Where did the idea come from for the book?
It began with a voice in my head while I was writing the final chapters of Gem Squash Tokoloshe. It said: My name is Another and I have no soul. I wrote that sentence down amidst my GST chapter notes, and began to investigate who this person might be. I studied Fine Art, so I’m quite a visual person, and there are lots of doodles of two girls in that notebook. That simple sentence unravelled into a complex novel that pushed me to edge of my ability as a writer and then some.
What genre does your book fall under?
Set in a near-future, alternate version of South Africa, it’s dystopian in setting and tone, though there are elements of African magic realism and horror.
Which actors would you choose to play your characters in a movie rendition?
That’s a difficult one, because the two main protagonists are young girls, so by the time a movie version actually got made, whatever actors I chose would be too old. I’m also loathe to cast characters in a reader’s mind. One of the joys of reading is being able to amalgamate the characteristics of people you know into literary heroes/villains (especially villains). It seems unkind to deprive readers of that pleasure.
What is the one-sentence synopsis of your book?
In childhood, the gregarious bright Thuli and her stuttering introverted twin, Sindi, are inseparable outcasts, but the arrival of an uncle they never knew they had sets into motion a course of events that will destroy their relationship and, eventually, their lives.
I think that’s about as close as I can get. If I was any good at one liners, I’d write comedy.
When will your book be published?
Sister-Sister is due to be released in South Africa by Kwela Books in April 2013.
How long did it take you to write the first draft of your manuscript?
The first draft took two years. It took several more drafts over a period of four years to get it to a stage where I felt good about it. At one point, I stuck it in a drawer for months, but it refused to go away so I took it out again, dusted it off and gave it another shot. It was a long road to get to Sister-Sister, a novel I’m immensely proud of (yes, I’m going to use the word immensely, editors, I am).
What else about your book might pique the reader’s interest?

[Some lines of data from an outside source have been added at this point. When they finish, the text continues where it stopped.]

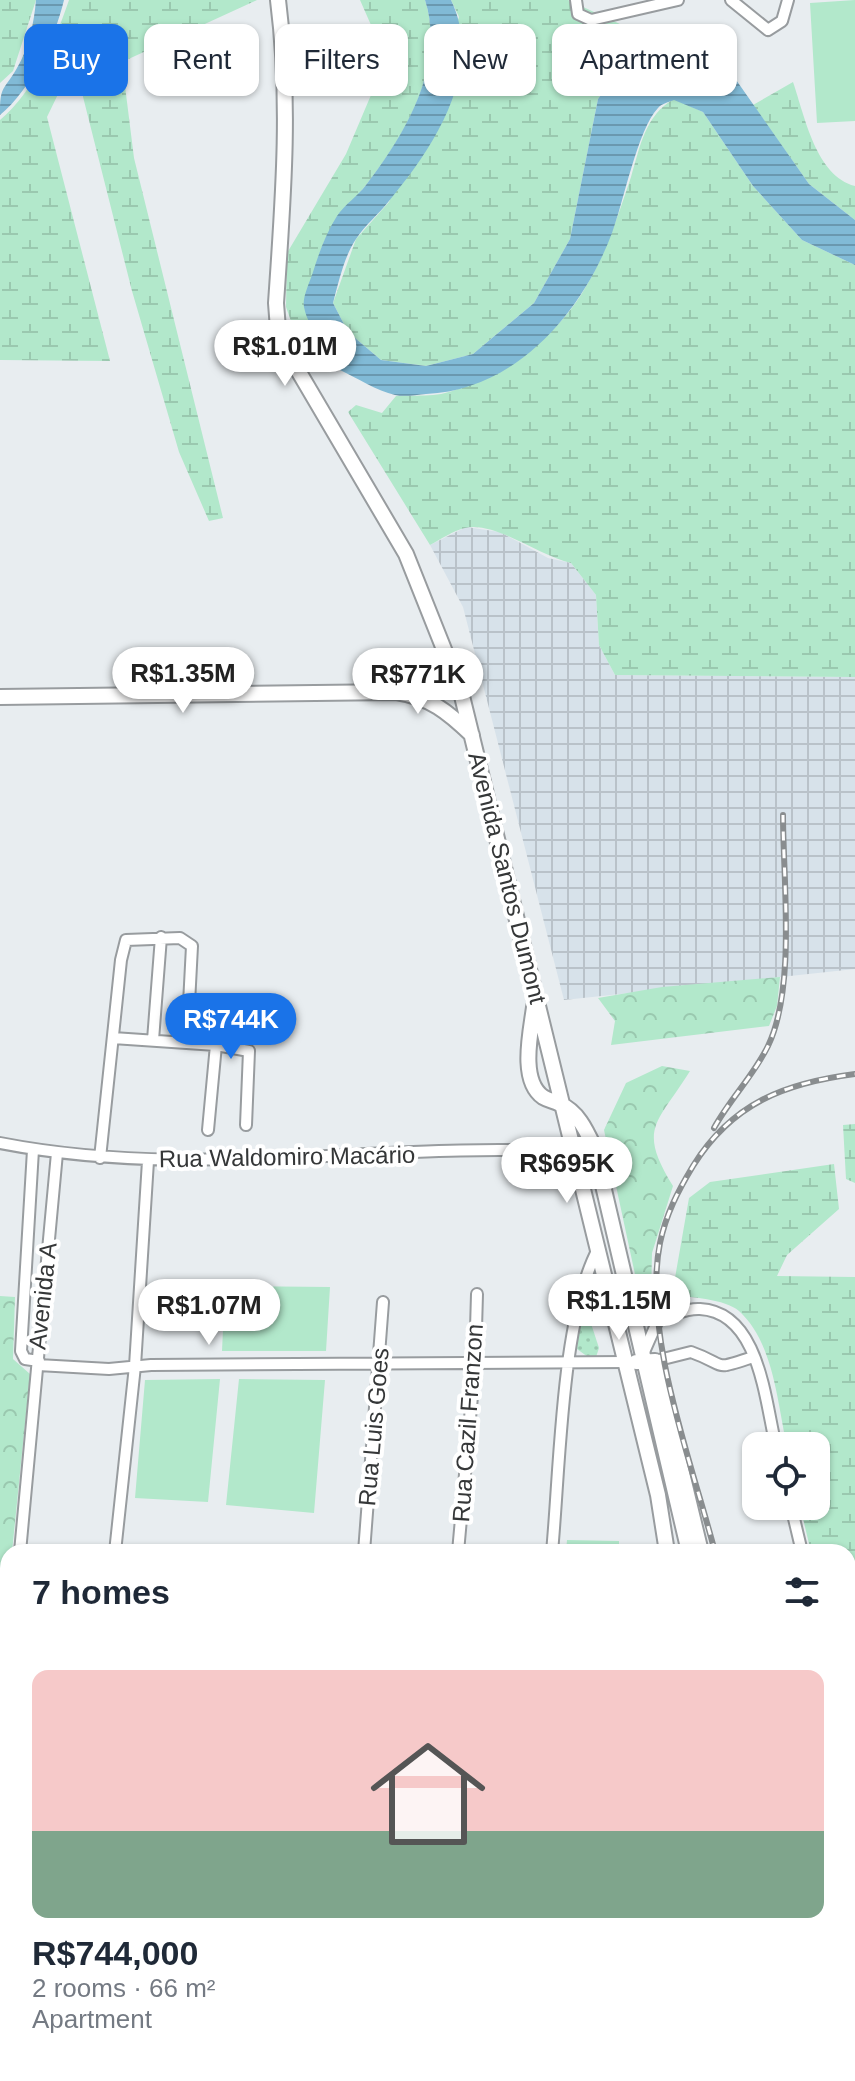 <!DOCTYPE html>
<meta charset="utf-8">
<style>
:root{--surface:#fff;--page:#f6f6f7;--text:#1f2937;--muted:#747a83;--accent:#1a73e8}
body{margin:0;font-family:Arial,sans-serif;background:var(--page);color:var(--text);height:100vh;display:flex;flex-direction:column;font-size:30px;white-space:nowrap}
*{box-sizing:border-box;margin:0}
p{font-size:26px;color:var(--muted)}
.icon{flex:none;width:44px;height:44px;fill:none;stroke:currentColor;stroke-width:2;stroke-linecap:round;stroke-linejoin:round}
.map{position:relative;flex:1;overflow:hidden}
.panel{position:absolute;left:0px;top:1544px;width:856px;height:538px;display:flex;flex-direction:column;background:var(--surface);border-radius:24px 24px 0 0;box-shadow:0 2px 6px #0004}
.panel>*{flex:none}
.hud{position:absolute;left:24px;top:24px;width:808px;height:72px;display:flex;gap:16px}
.fabs{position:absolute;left:742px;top:1432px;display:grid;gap:16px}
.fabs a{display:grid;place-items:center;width:88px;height:88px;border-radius:16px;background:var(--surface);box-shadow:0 2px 6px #0004;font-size:40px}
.price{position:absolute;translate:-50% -68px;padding:0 18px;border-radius:28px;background:#fff;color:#222;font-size:26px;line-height:52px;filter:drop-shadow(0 2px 4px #0008)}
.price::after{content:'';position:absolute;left:50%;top:48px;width:24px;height:18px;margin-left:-12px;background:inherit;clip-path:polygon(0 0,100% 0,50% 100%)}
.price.selected{background:var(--accent);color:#fff}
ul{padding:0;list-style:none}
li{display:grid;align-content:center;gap:16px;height:424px;padding:0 32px}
li span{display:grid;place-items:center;height:248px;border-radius:16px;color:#555}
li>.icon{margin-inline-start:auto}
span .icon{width:144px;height:144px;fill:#fffc;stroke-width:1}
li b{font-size:34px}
h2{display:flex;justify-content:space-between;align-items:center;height:96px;padding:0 32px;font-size:34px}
.tag{padding:0 28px;border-radius:16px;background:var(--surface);box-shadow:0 2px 6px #0004;font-size:28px;line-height:72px}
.tag.selected{background:var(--accent);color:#fff}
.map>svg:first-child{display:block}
.industrial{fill:url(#industrial-grid)}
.forest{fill:url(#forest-crowns)}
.wetland{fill:url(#wetland-marsh)}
.park{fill:url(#park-dots)}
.pitch{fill:#b2e8cb}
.water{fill:url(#water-rules)}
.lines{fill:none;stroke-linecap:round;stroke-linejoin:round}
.stream{stroke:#81bad6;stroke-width:3}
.river{stroke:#81bad6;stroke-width:16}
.minor-casing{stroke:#989c9f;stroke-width:14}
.secondary-casing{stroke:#989c9f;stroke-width:18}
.minor{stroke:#fff;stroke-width:10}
.secondary{stroke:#fff;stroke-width:14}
.rail-casing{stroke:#898d8f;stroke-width:6}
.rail{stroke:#fff;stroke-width:3;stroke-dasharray:9;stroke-linecap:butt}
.labels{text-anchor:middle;stroke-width:8;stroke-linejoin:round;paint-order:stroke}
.street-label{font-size:24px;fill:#353738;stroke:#fff}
</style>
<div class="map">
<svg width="855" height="2081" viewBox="0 0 855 2081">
<defs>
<pattern id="industrial-grid" width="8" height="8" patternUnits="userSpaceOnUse" patternTransform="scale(2)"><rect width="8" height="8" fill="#d7e2ea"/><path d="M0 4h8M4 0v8" fill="none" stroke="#b9c2c9"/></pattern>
<pattern id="forest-crowns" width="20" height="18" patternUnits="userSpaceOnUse" patternTransform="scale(2)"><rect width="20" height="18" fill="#b2e8cb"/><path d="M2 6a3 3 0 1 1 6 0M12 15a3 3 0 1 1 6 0" fill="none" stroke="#9ac8af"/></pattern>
<pattern id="wetland-marsh" width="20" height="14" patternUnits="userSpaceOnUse" patternTransform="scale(2)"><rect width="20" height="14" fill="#b2e8cb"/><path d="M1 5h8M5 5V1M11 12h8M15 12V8" fill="none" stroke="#9ac8af"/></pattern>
<pattern id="park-dots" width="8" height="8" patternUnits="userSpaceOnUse" patternTransform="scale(2)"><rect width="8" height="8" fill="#b2e8cb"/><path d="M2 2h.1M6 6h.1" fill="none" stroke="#9ac8af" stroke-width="1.8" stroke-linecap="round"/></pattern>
<pattern id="water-rules" width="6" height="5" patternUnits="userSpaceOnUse" patternTransform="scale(2)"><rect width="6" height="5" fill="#81bad6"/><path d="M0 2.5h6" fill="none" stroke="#6a98af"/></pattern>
</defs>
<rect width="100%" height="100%" fill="#e8edf0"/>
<path class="industrial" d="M466,527L500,532L548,558L571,563L596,595L599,645L615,675L855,677V969L564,1000L463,607L430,545Z"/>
<path class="forest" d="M780,977L777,1006L769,1026L611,1045L615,1021L598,998L662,987Z
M662,1066L690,1071C657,1124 637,1128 673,1186L652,1253L651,1297L642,1307L604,1130L626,1083Z
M0,1296L15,1297L13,1359L30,1374L12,1552H8V1598L0,1679Z
M35,2074H163L151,2081H37Z
M332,2074H406L428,2081H329Z
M572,2074H775L777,2081H617Z"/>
<path class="wetland" d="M0,0H36L13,71L0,83Z
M69,0H257L122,62L134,158L223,518L209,521L179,452L132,291L77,73L62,86L47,117L110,361L0,360V120C34,92 55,41 69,0Z
M360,0H425C446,65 406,134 366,185C350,205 333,220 323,244C314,265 317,312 315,336L336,360L340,370L299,344L286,307L287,253L346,154L371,95L378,41Z
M451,0H568L620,24L637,38L671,42L632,52L598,99L570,239L534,303L473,354L426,366L381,360L348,332L333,303L356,239L389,202L459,17Z
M793,82C805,117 816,176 855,186V220L809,184L753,105Z
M674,99L703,112L753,186L802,240L855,265V677L615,675L599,645L596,595L571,563C539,556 495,521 465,528C453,531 441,539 430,545L348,412L356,405L382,413L396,396C411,395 430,397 445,393C460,390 476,379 490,373C578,332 602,264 631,177C640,147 645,115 674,99Z
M855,1124V1183L846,1179L843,1125Z
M834,1164L839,1209L787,1255L777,1276L855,1277V1743L848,1713V1552H811L800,1506H816V1446H787C777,1402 774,1343 739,1311C725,1299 690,1297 672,1295L689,1198L710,1182Z
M848,1816H855V1930L848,1908Z"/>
<path class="park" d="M584,1302L599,1348L596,1357H588L577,1349L581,1306Z"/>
<path class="pitch" d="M855,0V121L817,123L810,3Z
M225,1286L330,1287L326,1351H222Z
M220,1379L208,1502L135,1498L145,1380Z
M239,1379L325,1380L314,1513L226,1505Z
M567,1540L619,1541V1552H566Z"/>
<path class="water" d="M36,0H64C55,38 31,90 0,115C0,85 3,92 17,68C29,48 34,23 36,0Z
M425,0H451C485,71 433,148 389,201C379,214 365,225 356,239C344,257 339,281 333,303L348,332L381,360L426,366L473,354L534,303L570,239L598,99L632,52L686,37L720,57L809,184L855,220V265L802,240L753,186L703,112L674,100C669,102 661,104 658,108C638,128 623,204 612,233C582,313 516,390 426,394C416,395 404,397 395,395C377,391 357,378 340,370C331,347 309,333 304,307C302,297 310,282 313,272C319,253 326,233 337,216C345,204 358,196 366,185C406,133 446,65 425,0Z"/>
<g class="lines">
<path class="stream" d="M309,2081L311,2074"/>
<path class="river" d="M523,2074L555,2081
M181,2081L194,2074"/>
<defs>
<path id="minor" d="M576,0L578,14L591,20L678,0
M731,0L768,30L782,21L788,0
M113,1038L216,1045L208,1130
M153,1040L161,937
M216,1045L249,1051L246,1125
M0,1143C195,1181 381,1141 574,1152
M33,1150L21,1351L25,1359L39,1361
M100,1158L121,960L126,940L180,938L192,946L187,1042
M615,1316C629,1315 644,1320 658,1318C673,1316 685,1308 700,1309C760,1312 765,1402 776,1446
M644,1352L659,1318
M655,1361L691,1352C730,1366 710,1371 753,1357
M38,1365L109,1369L151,1365L626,1362
M791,1506L802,1552
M20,1552L57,1153
M115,1552L135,1366L148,1161
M364,1552L383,1302
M458,1552L475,1363L477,1294
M552,1552C560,1469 561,1319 598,1249
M8,1666V1717
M848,1757L855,1778
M0,1859L8,1843
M0,1965L8,1964"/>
<path id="secondary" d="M278,0C291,102 283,201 276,303L278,329L286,350L406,554L461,692L658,1495L667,1552
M0,697L396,692C430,697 448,712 472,735
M534,1007C531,1031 519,1080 543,1097C548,1100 554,1101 560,1104C578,1112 586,1130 594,1147L689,1552
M636,1362L655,1361L701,1552
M0,1771V1806
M800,2074L802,2081
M818,2074L820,2081
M830,2074L831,2081"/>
</defs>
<use href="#minor" class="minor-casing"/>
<use href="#secondary" class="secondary-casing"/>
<use href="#minor" class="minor"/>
<use href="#secondary" class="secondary"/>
<defs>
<path id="rail" d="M714,1128C730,1099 754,1075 768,1046C796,988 783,880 783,815
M715,1552C692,1463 642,1334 660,1243C666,1214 678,1191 693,1166C732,1103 785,1083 855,1074
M848,1988L855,2019
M841,2074L843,2081"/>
</defs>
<use href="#rail" class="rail-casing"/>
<use href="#rail" class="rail"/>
</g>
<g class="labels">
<g class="street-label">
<text transform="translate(507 878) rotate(76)" y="8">Avenida Santos Dumont</text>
<text transform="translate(287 1157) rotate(-1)" y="8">Rua Waldomiro Macário</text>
<text transform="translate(43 1296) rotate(-84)" y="8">Avenida A</text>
<text transform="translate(468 1423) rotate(-86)" y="8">Rua Cazil Franzon</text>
<text transform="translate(374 1427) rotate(-85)" y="8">Rua Luis Goes</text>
</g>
</g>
</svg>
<div class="fabs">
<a><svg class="icon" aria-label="locate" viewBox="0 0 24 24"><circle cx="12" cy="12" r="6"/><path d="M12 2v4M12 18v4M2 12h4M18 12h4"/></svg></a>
</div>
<b class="price" style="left:285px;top:388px">R$1.01M</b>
<b class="price" style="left:183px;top:715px">R$1.35M</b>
<b class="price" style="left:418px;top:716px">R$771K</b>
<b class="price selected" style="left:231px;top:1061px">R$744K</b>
<b class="price" style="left:567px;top:1205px">R$695K</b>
<b class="price" style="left:619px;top:1342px">R$1.15M</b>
<b class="price" style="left:209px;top:1347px">R$1.07M</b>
<div class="hud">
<a class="tag selected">Buy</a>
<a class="tag">Rent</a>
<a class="tag">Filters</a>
<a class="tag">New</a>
<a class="tag">Apartment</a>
</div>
<section class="panel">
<h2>7 homes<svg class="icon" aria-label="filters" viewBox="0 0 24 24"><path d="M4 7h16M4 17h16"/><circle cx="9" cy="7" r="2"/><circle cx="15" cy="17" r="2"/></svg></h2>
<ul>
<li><span style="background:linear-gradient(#f6c9c9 65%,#7fa58c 0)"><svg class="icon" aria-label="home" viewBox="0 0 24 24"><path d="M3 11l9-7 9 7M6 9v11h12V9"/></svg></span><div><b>R$744,000</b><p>2 rooms · 66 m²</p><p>Apartment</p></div></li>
</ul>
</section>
</div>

Well, I think the Sister-Sister may end up ruffling a few feathers in South Africa because I’ve chosen to write about superstition and taboo by referencing outmoded cultural practices and belief systems that are not my own. Some South Africans may not like that, as there’s still the feeling amongst many that you can’t write from the view point of the other here. I feel we need to stop seeing people as other and realise the core of human experience, our emotions and the things that make us tick, are the same. “If you prick me, do I not bleed?” kind of thing. I expect some flack, and I’m a little nervous, but I believe Sister-sister is a well-crafted piece of work that I’ve poured my soul into and I hope people will receive it as such.
That’s pretty much all I’ve got to say right now, other than the cover design is beautiful, and I wish I could share it here, but Kwela want to reveal it first. So I will pass the baton on to Tiah Marie Beautement and Yewande Omotoso, who will blog about their next big thing on Wednesday 2 January 2013.
Tiah Marie Beautement is the author of the novel Moons Don’t Go to Venus. Shorter works have appeared in various publications, including two anthologies: The Edge of Things and Wisdom Has a Voice. Tiah says her next big thing is actually a rather small thing for a novel. It is also taking its fine time to come into being. She says, once it is done, she hopes to have written a beautiful story. She wrote it for herself. Which is rather selfish. Still, there remains a hope that others will eventually read it, too.
Read about Tiah’s next big thing on her blog HERE.
And Yewande Omotoso, author of Bom Boy, which was shortlisted for the Sunday Times Fiction Award and won a SALA. She may be having cold feet about revealing her next big thing, which is okay – what writer doesn’t have the occasional doubts? But, even if she decides not to write about her next big thing right now, her blog, 1 of 6 billion, is worth a read, as is her debut novel Bom Boy.